Collected data entries:
━━━━

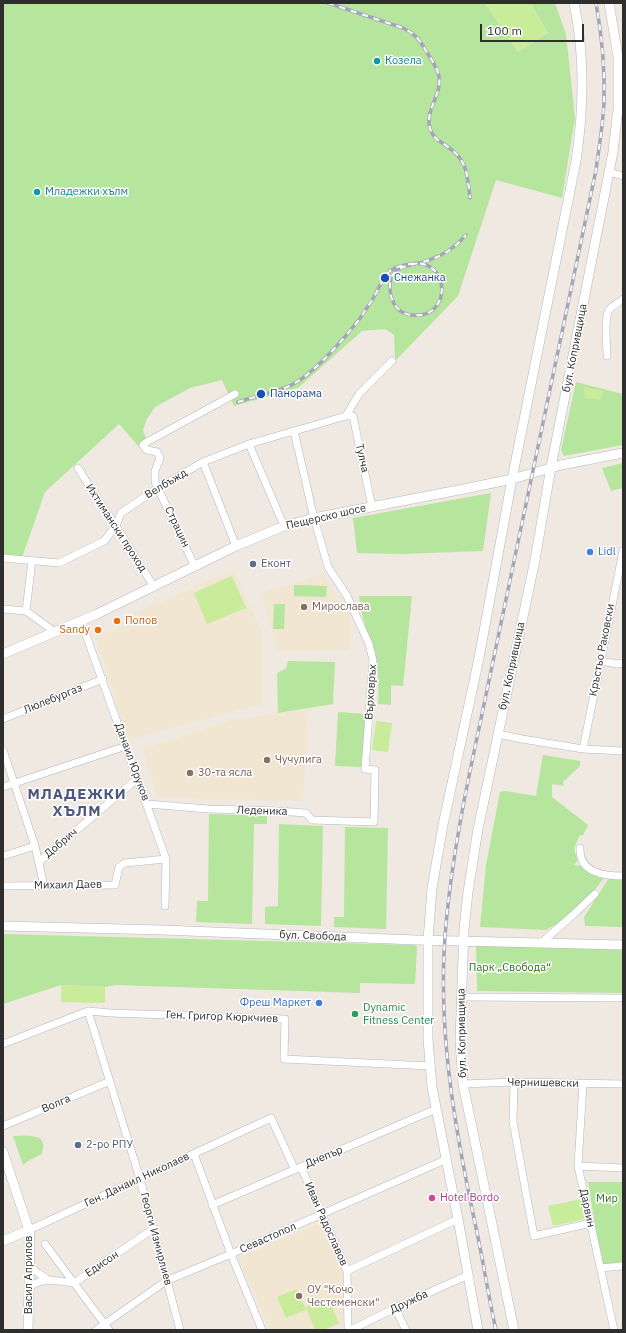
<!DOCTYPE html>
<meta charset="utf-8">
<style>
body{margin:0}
#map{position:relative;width:626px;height:1333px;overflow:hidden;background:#efe9e1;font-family:"IBM Plex Sans",sans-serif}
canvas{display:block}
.frame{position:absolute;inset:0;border:4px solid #2e2e2e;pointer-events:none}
.scale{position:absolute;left:480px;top:24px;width:104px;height:18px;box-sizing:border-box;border:2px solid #2e2e2e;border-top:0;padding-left:5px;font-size:12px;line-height:14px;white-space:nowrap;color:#2e2e2e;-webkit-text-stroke:3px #fff;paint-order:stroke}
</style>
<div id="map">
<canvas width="626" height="1333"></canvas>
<div class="frame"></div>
<div class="scale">100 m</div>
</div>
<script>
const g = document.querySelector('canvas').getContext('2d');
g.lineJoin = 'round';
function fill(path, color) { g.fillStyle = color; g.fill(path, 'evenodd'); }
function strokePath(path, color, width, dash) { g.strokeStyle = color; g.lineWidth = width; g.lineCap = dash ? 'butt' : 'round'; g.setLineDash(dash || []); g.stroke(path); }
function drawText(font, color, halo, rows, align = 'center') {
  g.font = font + ' "IBM Plex Sans",sans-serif'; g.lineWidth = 3; g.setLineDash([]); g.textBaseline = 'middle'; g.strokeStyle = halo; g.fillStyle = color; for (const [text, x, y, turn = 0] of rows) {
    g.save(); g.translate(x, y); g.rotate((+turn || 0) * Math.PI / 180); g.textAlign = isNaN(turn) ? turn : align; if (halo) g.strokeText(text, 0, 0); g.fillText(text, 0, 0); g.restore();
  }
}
const education = new Path2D(`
 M234,570L262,633V704L127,740L96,637L135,622L133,614Z
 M324,574L350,620V650L278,651L261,593Z
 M308,709L303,801L157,797L143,749L231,720Z
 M320,1223L343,1268L344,1323L329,1330H270L238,1258Z`);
const green = new Path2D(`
 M3,3H485L518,52L548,33L530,3H555L566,34L575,118L562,198L496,180L458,296L395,361L394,335L385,329L362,331L298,388L234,406L222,380L190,388L155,407L147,419L143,430L146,438L140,448L119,424L45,492L20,563L3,561Z
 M576,382L623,394V445L564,456L561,450Z
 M623,463V488L611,491L602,468Z
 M491,493L483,551L402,554L357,553L353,518Z
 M294,585L327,586L326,597L294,596Z
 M359,596H412L403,686L391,685V705L378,704C379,687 379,671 374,654C369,634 361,618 359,596Z
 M274,604H285L284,629H273Z
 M288,661L335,662L333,704L278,713L277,673L286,669Z
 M338,712L365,714L362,767L335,766Z
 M543,755L580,761V766L563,782L564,786L552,784V797L588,825L583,835L579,836C575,849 572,846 578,860L574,865L582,866L604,878L593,892L563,921L546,930L480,927L486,865L500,792L505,791L536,796Z
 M209,814L267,816V824H254L252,924L196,922L197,901H208Z
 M279,824L323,826L321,926L265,924V907L278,906Z
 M345,827L388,828L386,929L334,927V917H344Z
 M609,878L623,879V927L585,926L584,917Z
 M3,934L415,945L417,947L415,984L360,983V993L116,985L105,987L61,985L3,1004Z
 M476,944L623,948V993L477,991Z
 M13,1136C20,1136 40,1134 42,1141C44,1145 43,1150 42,1154L28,1161L23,1165Z
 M588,1182H623V1262L602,1265Z`);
const pitch = new Path2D(`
 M485,3H530L548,33L518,52Z
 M584,387L604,391L600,400L585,398Z
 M232,576L246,608L207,624L194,593Z
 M376,721L392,723L388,752L372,750Z
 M61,985L105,987V1003L61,1002Z
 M581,1199L585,1219L553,1226L548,1206Z
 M297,1289L306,1310L286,1318L277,1297Z
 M328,1298L339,1323L323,1330H315L306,1307Z`);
const street = new Path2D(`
 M609,172L623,176
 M607,356C607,344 604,323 608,312C610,307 617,303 622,300L623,299
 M346,416L359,394L392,361
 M249,444L284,526
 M203,462L236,546
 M78,468L94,494L116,526L154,587
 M3,558L59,563L104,541L116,526L121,513L158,488L203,462L249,444L346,416H353L372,507
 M195,567L155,482V471L160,458L157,452L147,450L143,445L145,443L235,394
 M3,609L26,611L55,632
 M26,611L32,560
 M81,621L166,859L165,906
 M600,661L618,664L623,663
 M3,719L103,679
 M498,734L522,739L583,749L623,751
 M583,749L623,551
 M3,750L35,846L44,886
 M3,787L126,746
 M147,804L208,809L278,811L306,813L312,820L374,822L375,770L365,769L373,660L369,644L347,596L328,567L314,518L294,431
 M580,848C579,873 604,876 623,876
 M3,856L35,846
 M39,862L138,778
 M3,886L115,885L119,867L125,863L166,859
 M542,942L573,915L595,894
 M461,997L623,998
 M88,1011L140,1179L180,1330
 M3,1044L88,1011L111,1013L285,1019L284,1059L430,1066
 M514,1082L513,1122L534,1236L591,1223
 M583,1083L578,1166L614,1330
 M463,1084L514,1082L623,1084
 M3,1126L110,1081
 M194,1154L231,1254L262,1330
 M578,1166L623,1168
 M301,1167L347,1271L348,1330
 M212,1205L436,1109
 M29,1230L271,1118L295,1170
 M45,1244L109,1330
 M29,1265L38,1273L47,1279
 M600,1268L623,1266
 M347,1271L458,1219
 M29,1287C47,1276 54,1281 74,1283L153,1229
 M395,1308L406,1330
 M96,1330L166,1281L231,1254L447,1159
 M351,1330L395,1308L468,1275`);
const secondary = new Path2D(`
 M3,654L97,614L236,546L284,526L314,518L469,488L512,479L561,465L623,453
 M3,926L162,930L416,940L623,945
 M3,1152L29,1230L30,1241L28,1330
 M3,1241L29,1230
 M478,1330L458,1219L432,1087L428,1039V940L432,888L443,825L479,658L512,479L576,161C584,108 585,55 574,3
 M514,1330L463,1084L460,1041L464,929L468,892L478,829L535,560L551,467L613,152L618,109V57L609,3`);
const rail = new Path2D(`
 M328,3L403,28C414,33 420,40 426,51C431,59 437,67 439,76C443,95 421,114 432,133C435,140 442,142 448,147C468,161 467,175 470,198
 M238,402C255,396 280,392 295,383C316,371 346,337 361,317C365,310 370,304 374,297C378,290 384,275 390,271C395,267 403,265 410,264C451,256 453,320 412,315C402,314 395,308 392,299C390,295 390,290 390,285C390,264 414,266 429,260C444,255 456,247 466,235
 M496,1330C488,1295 483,1259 475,1223C456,1134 440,1044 444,953C447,893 457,835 469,776L596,170C599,147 603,125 604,102C605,69 602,36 596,3`);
const markers = [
 [377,61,4,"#0f9aa8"],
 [37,192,4,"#0f9aa8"],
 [385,278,5,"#1a4fb4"],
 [261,394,5,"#1a4fb4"],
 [590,552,4,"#3f7fe0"],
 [253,564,4,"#5c6f8a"],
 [304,607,4,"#8d6e63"],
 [117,621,4,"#e8710a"],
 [98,630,4,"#e8710a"],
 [267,760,4,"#8d6e63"],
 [190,773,4,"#8d6e63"],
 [319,1003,4,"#3f7fe0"],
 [355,1014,4,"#2e9e5b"],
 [78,1145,4,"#5c6f8a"],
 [432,1198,4,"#d1479c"],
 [299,1296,4,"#8d6e63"]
];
const cultureNames = [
 ["Козела",385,61],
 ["Младежки хълм",45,192]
];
const transitNames = [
 ["Снежанка",394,278],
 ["Панорама",270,394]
];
const streetNames = [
 ["бул. Копривщица",575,348,-79],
 ["Тулча",362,458,78],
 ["Велбъжд",166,484,-31],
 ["Пещерско шосе",326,517,-13],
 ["Страцин",177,527,65],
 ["Ихтимански проход",116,528,57],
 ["Кръстьо Раковски",602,650,-79],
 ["бул. Копривщица",512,666,-78],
 ["Върховръх",371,692,-86],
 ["Люлебургаз",53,699,-22],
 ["Данаил Юруков",132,762,70],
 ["Леденика",262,811,2],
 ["Добрич",61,843,-40],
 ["Михаил Даев",68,885,-1],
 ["бул. Свобода",313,936,2],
 ["Ген. Григор Кюркчиев",222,1017,2],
 ["бул. Копривщица",462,1033,-91],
 ["Чернишевски",543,1083,1],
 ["Волга",56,1104,-23],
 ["Днепър",324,1157,-23],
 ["Ген. Данаил Николаев",137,1180,-25],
 ["Дарвин",587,1208,78],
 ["Иван Радославов",326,1224,66],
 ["Севастопол",268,1238,-24],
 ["Георги Измирлиев",156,1239,75],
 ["Едисон",102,1264,-34],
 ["Васил Априлов",29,1275,-90],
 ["Дружба",409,1302,-25]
];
const shopNames = [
 ["Lidl",598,552],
 ["Фреш Маркет",311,1003,"right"]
];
const serviceNames = [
 ["Еконт",261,564],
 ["2-ро РПУ",86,1145]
];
const educationNames = [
 ["Мирослава",312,607],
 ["Чучулига",275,760],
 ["30-та ясла",198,773],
 ["ОУ \"Кочо",307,1290],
 ["Честеменски\"",307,1303]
];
const foodNames = [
 ["Попов",125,621],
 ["Sandy",90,630,"right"]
];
const parkNames = [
 ["Парк „Свобода“",510,968],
 ["Мир",607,1199]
];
const leisureNames = [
 ["Dynamic",363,1008],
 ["Fitness Center",363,1021]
];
const hotelNames = [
 ["Hotel Bordo",440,1198]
];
const districtNames = [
 ["МЛАДЕЖКИ",77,795],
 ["ХЪЛМ",77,812]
];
fill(education, '#f0e6d1');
fill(green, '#b6e59e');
fill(pitch, '#c9ec9a');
strokePath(street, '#b4b7c1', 8);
strokePath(secondary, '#b4b7c1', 10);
strokePath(street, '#fff', 7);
strokePath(secondary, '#fff', 9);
strokePath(rail, '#a3a6b8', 3.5);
strokePath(rail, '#fff', 2, [6]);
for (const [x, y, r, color] of markers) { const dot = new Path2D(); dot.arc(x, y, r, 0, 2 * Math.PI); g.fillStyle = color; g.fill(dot); strokePath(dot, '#fff', 1.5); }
drawText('11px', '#0d838f', '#fff', cultureNames, 'left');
drawText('11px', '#164399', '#fff', transitNames, 'left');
drawText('11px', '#2e2e2e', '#fff', streetNames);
drawText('11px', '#366cbe', '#fff', shopNames, 'left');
drawText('11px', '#4e5e75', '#fff', serviceNames, 'left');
drawText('11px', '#785e54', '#fff', educationNames, 'left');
drawText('11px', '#c56008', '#fff', foodNames, 'left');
drawText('11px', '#2c6e1b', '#fff', parkNames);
drawText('11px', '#27864d', '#fff', leisureNames, 'left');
drawText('11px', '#b23c85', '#fff', hotelNames, 'left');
g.letterSpacing = '1px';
drawText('bold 15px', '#4d5680', '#fff', districtNames);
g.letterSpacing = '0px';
</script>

━━━━

- **Exercise description**
What you return should be only the exact lines from the top of the entries through the line with "function strokePath(path, color, width, dash)", minus the pictures.

- **Solution to this exercise**
<!DOCTYPE html>
<meta charset="utf-8">
<style>
body{margin:0}
#map{position:relative;width:626px;height:1333px;overflow:hidden;background:#efe9e1;font-family:"IBM Plex Sans",sans-serif}
canvas{display:block}
.frame{position:absolute;inset:0;border:4px solid #2e2e2e;pointer-events:none}
.scale{position:absolute;left:480px;top:24px;width:104px;height:18px;box-sizing:border-box;border:2px solid #2e2e2e;border-top:0;padding-left:5px;font-size:12px;line-height:14px;white-space:nowrap;color:#2e2e2e;-webkit-text-stroke:3px #fff;paint-order:stroke}
</style>
<div id="map">
<canvas width="626" height="1333"></canvas>
<div class="frame"></div>
<div class="scale">100 m</div>
</div>
<script>
const g = document.querySelector('canvas').getContext('2d');
g.lineJoin = 'round';
function fill(path, color) { g.fillStyle = color; g.fill(path, 'evenodd'); }
function strokePath(path, color, width, dash) { g.strokeStyle = color; g.lineWidth = width; g.lineCap = dash ? 'butt' : 'round'; g.setLineDash(dash || []); g.stroke(path); }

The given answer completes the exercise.